WHAT TO PRODUCE: Whenever a line in the data contains "relative", show that line.

==== RECORDS FOR THIS EXERCISE

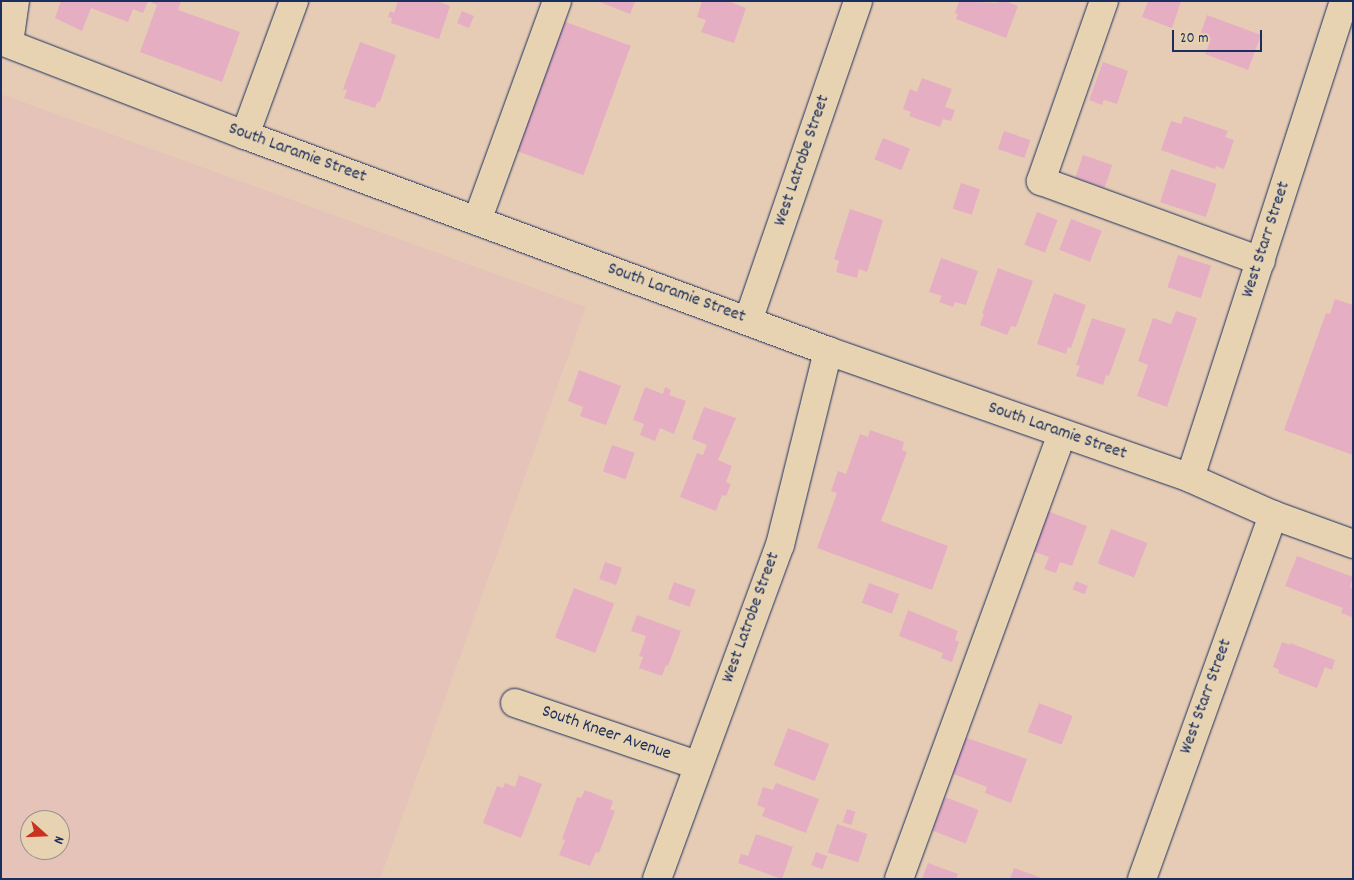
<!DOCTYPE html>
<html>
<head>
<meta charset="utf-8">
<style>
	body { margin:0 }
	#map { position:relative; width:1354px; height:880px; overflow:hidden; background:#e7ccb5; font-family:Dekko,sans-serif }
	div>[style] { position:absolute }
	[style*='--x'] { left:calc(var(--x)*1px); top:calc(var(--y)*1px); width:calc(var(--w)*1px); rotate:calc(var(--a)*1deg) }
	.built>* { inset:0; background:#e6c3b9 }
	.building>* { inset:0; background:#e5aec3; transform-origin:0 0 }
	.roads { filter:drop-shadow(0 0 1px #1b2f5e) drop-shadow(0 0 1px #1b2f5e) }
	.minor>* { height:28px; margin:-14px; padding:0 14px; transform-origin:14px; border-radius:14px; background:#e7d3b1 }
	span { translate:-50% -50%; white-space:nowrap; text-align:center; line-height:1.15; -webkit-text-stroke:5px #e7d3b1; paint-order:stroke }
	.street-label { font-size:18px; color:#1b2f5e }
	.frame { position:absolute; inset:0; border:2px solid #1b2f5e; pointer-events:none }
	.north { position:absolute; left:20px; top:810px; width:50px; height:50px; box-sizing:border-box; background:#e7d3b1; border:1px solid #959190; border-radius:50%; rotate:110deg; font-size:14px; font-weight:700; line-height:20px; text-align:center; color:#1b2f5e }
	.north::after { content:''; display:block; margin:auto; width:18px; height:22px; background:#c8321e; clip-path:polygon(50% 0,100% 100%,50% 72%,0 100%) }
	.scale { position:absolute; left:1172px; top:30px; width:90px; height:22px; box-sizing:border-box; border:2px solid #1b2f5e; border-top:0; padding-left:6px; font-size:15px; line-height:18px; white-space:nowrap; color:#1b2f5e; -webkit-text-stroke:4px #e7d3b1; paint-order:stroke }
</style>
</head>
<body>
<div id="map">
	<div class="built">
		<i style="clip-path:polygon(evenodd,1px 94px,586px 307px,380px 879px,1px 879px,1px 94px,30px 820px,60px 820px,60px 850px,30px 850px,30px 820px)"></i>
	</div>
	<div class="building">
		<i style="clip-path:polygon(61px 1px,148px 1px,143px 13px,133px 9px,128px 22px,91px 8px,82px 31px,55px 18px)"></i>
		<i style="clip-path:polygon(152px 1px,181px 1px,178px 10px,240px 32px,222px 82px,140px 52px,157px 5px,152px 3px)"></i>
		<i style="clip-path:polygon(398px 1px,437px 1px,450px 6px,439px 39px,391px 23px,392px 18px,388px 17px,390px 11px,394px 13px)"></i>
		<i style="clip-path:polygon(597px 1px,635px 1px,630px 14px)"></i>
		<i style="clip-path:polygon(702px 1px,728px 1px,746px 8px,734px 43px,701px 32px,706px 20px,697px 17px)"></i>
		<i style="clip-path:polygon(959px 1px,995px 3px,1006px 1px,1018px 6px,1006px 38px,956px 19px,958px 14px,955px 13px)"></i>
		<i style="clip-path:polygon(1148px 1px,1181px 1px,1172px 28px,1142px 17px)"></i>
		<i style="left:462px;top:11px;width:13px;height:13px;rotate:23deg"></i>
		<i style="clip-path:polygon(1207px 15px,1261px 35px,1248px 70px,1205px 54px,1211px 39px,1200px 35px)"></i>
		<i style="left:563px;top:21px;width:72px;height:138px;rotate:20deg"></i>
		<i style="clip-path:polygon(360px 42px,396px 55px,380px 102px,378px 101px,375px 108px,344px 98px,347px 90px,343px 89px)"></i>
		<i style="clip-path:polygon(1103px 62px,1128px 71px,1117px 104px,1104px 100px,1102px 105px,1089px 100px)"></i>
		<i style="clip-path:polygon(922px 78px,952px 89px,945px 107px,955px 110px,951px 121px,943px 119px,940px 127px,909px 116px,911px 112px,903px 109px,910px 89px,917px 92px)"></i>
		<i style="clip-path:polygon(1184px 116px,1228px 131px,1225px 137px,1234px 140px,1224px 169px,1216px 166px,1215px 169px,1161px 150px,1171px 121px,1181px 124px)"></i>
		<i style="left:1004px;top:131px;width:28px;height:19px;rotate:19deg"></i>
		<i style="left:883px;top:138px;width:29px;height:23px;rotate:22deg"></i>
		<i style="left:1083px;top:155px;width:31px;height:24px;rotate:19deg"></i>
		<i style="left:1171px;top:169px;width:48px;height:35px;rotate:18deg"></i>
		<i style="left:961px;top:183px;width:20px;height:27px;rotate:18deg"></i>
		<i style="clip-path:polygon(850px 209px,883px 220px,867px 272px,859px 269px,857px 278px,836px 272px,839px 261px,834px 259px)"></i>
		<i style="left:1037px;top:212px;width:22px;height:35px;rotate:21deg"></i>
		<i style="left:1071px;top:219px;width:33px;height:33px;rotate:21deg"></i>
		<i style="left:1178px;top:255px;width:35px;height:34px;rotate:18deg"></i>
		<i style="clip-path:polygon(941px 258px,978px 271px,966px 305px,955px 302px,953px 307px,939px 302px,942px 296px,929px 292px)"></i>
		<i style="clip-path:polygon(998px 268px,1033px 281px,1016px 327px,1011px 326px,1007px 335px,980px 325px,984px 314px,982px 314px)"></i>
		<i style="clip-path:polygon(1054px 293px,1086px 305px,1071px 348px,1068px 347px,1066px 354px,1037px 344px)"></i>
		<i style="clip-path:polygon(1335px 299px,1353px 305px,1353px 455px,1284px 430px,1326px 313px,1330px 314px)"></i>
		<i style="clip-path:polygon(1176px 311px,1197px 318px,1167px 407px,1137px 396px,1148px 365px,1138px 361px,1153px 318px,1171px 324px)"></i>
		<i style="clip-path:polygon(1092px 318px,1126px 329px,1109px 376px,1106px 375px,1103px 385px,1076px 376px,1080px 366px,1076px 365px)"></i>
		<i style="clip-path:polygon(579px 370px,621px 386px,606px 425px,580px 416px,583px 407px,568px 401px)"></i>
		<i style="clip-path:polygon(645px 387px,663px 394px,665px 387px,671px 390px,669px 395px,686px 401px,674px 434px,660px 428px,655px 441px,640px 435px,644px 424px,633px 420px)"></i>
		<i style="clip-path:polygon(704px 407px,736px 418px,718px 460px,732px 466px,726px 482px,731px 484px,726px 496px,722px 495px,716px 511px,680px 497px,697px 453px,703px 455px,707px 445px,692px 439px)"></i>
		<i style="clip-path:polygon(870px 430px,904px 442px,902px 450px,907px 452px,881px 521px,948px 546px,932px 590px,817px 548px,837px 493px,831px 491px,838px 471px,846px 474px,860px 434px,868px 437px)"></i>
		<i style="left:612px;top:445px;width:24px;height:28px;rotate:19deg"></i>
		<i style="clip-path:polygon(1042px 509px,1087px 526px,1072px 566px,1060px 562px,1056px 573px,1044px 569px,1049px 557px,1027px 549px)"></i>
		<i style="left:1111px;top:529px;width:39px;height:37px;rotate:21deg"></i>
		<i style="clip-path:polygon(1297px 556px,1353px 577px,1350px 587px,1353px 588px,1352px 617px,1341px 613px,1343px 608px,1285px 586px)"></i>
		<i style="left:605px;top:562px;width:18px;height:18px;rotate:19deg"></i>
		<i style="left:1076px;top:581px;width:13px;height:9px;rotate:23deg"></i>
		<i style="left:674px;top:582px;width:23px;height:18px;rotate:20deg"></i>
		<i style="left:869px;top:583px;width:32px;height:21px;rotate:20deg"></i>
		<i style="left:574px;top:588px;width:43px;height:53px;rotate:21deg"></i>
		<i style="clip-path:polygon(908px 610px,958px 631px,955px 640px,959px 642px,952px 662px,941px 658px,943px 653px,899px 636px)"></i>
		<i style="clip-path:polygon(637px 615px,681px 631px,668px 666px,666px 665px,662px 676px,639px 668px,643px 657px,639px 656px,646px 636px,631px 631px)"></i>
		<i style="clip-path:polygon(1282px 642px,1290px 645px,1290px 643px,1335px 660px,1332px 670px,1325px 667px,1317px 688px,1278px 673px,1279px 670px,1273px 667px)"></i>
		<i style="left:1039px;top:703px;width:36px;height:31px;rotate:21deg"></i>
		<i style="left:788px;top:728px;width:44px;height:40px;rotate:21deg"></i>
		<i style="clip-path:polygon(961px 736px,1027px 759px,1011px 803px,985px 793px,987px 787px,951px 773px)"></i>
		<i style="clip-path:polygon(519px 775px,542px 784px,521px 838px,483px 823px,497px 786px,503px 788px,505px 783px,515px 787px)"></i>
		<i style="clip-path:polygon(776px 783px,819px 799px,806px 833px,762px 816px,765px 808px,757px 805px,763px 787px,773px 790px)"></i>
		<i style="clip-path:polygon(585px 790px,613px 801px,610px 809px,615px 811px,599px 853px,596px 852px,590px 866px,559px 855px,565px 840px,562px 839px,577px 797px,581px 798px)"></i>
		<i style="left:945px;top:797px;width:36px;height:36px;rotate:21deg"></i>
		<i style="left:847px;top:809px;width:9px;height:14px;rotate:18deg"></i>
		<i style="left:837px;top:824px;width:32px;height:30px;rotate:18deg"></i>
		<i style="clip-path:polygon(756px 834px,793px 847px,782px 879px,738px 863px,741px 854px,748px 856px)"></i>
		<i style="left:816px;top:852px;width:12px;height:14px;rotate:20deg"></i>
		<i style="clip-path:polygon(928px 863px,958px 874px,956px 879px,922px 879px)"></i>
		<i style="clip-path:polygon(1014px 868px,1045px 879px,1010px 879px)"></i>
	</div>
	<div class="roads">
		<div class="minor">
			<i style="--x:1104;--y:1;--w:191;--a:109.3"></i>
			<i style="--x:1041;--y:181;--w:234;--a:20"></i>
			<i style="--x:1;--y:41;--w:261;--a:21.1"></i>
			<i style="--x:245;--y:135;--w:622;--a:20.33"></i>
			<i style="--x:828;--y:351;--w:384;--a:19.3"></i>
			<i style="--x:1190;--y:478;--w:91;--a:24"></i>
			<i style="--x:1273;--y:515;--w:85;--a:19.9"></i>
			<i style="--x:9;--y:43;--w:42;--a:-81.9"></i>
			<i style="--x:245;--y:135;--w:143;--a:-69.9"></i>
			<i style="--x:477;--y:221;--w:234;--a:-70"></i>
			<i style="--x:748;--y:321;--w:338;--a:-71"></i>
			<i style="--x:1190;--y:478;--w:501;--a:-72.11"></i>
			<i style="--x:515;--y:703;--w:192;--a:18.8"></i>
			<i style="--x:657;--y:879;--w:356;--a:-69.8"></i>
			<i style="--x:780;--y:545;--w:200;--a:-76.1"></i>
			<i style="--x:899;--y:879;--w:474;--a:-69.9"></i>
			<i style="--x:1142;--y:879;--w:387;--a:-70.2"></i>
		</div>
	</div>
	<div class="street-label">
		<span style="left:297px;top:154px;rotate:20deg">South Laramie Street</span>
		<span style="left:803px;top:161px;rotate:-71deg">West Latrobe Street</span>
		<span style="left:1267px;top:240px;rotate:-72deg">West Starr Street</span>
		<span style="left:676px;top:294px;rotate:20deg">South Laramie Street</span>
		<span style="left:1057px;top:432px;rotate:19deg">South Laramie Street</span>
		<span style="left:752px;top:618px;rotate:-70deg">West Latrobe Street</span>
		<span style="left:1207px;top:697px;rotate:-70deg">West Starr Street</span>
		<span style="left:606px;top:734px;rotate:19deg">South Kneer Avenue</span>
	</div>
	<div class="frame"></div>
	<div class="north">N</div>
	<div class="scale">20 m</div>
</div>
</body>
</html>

========
==== RECORDS FOR THIS EXERCISE

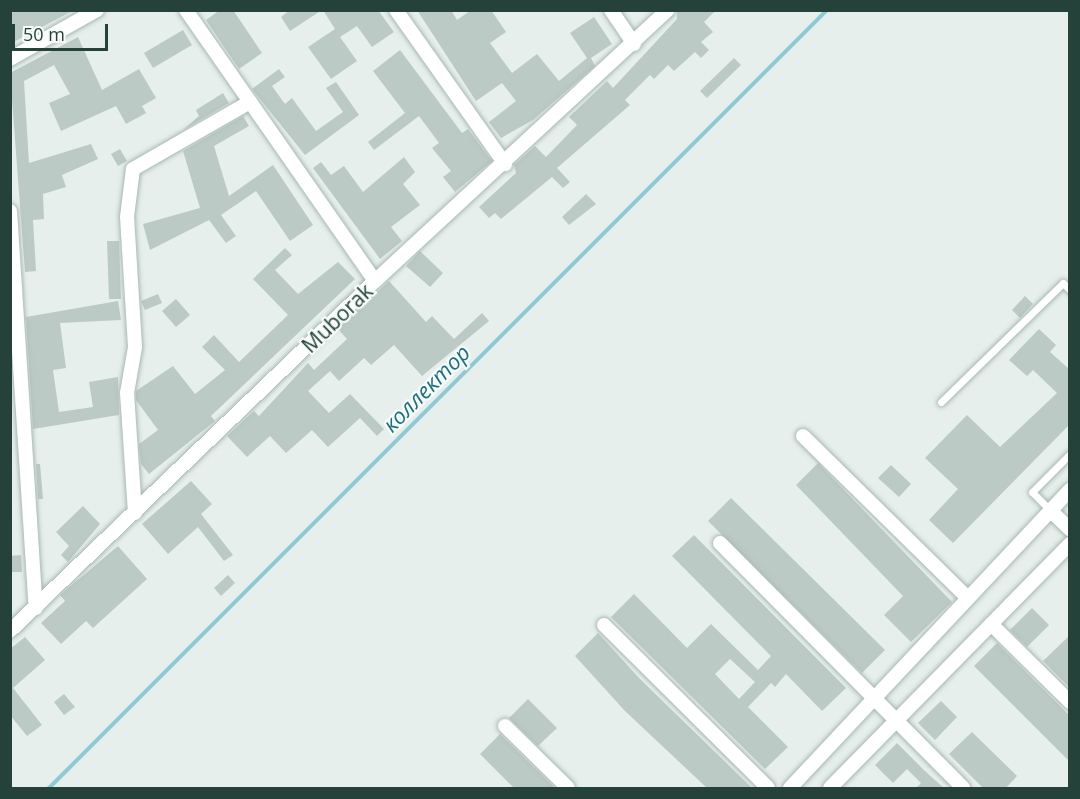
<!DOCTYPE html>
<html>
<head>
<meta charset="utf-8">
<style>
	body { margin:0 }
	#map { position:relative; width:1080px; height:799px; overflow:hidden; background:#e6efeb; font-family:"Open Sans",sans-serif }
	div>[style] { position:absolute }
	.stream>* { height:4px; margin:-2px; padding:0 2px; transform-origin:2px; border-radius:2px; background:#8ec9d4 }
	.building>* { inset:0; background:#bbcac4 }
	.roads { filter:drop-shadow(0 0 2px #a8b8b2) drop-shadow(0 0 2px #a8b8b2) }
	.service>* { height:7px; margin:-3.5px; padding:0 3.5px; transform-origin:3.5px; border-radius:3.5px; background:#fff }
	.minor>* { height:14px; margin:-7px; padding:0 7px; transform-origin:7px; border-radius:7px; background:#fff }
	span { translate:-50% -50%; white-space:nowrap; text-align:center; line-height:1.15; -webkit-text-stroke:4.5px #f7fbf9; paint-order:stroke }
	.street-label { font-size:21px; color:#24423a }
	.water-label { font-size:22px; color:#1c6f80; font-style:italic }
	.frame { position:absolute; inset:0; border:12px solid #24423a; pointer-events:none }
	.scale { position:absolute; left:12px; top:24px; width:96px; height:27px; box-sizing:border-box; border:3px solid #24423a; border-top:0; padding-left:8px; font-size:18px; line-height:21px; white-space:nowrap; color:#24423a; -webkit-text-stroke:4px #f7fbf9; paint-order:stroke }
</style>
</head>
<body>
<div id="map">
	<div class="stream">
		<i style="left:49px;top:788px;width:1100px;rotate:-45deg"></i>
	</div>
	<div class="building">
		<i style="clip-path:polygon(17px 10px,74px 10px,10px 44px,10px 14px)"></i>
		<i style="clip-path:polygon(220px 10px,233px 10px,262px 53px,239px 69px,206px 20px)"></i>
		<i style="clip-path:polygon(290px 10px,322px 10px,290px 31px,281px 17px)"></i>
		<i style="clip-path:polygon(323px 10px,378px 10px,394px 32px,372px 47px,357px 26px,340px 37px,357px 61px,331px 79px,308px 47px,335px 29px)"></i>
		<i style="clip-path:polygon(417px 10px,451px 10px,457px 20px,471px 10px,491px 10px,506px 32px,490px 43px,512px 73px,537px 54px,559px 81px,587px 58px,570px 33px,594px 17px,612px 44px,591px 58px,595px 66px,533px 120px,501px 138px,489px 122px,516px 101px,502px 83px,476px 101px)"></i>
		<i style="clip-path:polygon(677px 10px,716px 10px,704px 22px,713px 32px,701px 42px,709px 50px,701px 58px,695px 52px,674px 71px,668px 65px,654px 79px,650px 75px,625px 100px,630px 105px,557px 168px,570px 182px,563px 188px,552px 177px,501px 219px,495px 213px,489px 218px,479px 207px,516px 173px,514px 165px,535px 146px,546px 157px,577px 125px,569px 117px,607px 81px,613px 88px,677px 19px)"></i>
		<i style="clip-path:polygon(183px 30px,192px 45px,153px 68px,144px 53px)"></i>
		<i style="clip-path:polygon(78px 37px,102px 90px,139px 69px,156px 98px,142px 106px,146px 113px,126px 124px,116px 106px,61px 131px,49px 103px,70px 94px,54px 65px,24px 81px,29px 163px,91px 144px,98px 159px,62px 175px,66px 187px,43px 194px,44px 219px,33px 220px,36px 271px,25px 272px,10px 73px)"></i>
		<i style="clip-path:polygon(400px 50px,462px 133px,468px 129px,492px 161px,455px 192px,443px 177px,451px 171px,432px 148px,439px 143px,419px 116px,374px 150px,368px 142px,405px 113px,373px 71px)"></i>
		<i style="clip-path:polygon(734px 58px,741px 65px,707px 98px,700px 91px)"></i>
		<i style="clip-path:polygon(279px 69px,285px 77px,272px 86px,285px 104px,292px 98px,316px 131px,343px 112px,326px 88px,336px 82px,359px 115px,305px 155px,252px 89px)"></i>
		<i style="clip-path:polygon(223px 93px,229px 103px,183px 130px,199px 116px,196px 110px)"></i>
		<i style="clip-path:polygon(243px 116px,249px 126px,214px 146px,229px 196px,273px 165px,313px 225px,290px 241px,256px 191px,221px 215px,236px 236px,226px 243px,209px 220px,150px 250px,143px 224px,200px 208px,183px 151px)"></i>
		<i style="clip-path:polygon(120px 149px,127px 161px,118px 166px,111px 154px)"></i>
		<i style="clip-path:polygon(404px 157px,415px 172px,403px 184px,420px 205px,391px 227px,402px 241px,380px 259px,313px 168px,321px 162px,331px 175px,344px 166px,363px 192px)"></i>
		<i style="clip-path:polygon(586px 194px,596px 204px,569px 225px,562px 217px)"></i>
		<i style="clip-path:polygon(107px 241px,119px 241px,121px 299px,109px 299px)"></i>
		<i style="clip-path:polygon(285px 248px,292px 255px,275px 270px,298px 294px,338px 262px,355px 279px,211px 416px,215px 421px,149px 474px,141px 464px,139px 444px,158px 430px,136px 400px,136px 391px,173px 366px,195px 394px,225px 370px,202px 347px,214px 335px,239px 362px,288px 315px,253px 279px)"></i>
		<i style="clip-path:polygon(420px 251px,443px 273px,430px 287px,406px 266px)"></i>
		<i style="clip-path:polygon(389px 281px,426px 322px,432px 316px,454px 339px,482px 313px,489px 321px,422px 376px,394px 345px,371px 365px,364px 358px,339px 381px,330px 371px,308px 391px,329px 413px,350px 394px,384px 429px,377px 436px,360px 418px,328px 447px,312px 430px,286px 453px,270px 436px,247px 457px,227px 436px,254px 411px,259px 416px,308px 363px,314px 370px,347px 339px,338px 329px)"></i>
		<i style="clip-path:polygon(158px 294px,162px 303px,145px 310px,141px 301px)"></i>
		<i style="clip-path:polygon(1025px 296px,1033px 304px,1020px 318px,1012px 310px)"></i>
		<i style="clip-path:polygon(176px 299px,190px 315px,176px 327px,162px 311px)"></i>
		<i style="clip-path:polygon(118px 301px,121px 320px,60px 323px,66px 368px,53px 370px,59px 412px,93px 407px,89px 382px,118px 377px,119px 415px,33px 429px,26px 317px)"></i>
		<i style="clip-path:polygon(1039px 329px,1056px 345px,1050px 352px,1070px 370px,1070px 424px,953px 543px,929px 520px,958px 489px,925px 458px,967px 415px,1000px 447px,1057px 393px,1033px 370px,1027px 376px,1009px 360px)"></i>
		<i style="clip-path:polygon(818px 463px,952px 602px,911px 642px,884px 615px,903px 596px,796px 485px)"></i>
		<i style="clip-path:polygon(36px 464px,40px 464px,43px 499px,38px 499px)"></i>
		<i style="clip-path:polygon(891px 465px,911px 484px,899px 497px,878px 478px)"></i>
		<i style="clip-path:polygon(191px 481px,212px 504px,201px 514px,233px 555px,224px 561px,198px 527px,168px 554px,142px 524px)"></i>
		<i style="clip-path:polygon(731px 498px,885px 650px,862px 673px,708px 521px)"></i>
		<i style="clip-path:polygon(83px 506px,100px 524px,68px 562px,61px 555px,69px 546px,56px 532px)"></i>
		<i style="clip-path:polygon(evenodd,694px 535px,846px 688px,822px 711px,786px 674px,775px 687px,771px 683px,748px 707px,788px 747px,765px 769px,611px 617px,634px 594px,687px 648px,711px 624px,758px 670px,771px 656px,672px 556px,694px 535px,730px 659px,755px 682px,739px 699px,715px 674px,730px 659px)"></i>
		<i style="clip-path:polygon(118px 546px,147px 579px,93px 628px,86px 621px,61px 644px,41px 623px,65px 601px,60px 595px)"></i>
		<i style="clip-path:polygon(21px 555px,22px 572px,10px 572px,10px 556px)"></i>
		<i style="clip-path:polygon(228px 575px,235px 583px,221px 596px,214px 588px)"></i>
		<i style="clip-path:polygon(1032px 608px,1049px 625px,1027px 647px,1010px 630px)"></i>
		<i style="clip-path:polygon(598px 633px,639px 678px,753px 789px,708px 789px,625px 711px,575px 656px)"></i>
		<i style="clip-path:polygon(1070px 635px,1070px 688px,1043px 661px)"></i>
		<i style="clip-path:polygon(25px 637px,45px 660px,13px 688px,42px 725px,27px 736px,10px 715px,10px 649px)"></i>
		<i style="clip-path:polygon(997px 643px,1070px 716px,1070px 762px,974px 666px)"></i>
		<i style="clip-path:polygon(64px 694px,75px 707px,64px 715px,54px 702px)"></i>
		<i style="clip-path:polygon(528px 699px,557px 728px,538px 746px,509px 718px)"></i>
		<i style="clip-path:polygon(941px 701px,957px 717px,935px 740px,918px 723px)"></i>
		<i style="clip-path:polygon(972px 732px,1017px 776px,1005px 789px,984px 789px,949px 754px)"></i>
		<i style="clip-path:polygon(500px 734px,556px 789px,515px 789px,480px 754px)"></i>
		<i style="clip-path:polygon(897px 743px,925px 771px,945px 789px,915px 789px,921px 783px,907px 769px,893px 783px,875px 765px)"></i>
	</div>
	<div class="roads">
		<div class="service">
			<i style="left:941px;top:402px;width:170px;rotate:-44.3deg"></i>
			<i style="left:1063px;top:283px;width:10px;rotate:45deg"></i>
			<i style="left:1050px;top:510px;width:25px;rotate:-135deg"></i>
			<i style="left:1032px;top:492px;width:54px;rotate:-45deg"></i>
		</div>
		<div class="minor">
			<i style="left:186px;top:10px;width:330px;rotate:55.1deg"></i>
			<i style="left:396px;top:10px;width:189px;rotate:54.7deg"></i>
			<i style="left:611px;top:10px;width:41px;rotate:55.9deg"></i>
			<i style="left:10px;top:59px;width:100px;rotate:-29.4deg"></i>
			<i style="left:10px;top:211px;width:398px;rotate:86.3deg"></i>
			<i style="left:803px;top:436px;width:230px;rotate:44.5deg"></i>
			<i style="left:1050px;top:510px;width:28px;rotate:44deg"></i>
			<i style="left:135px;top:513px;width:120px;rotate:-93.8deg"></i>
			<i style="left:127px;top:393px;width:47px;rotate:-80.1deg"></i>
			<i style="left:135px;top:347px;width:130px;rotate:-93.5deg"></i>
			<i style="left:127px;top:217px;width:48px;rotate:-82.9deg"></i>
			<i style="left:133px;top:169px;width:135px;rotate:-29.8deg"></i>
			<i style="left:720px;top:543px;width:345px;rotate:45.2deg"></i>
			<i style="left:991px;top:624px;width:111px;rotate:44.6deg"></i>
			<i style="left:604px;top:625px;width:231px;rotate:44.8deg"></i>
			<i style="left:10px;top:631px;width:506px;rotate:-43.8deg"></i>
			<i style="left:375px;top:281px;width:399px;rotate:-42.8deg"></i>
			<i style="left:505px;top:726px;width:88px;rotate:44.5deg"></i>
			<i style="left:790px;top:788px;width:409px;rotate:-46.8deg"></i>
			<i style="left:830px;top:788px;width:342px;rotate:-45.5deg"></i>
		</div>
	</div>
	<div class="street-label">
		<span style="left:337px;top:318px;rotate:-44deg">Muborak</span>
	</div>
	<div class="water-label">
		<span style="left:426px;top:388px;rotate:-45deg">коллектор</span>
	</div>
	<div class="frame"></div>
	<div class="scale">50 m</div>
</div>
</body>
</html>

========

SOLUTION FOR THIS TASK:
	#map { position:relative; width:1354px; height:880px; overflow:hidden; background:#e7ccb5; font-family:Dekko,sans-serif }
	#map { position:relative; width:1080px; height:799px; overflow:hidden; background:#e6efeb; font-family:"Open Sans",sans-serif }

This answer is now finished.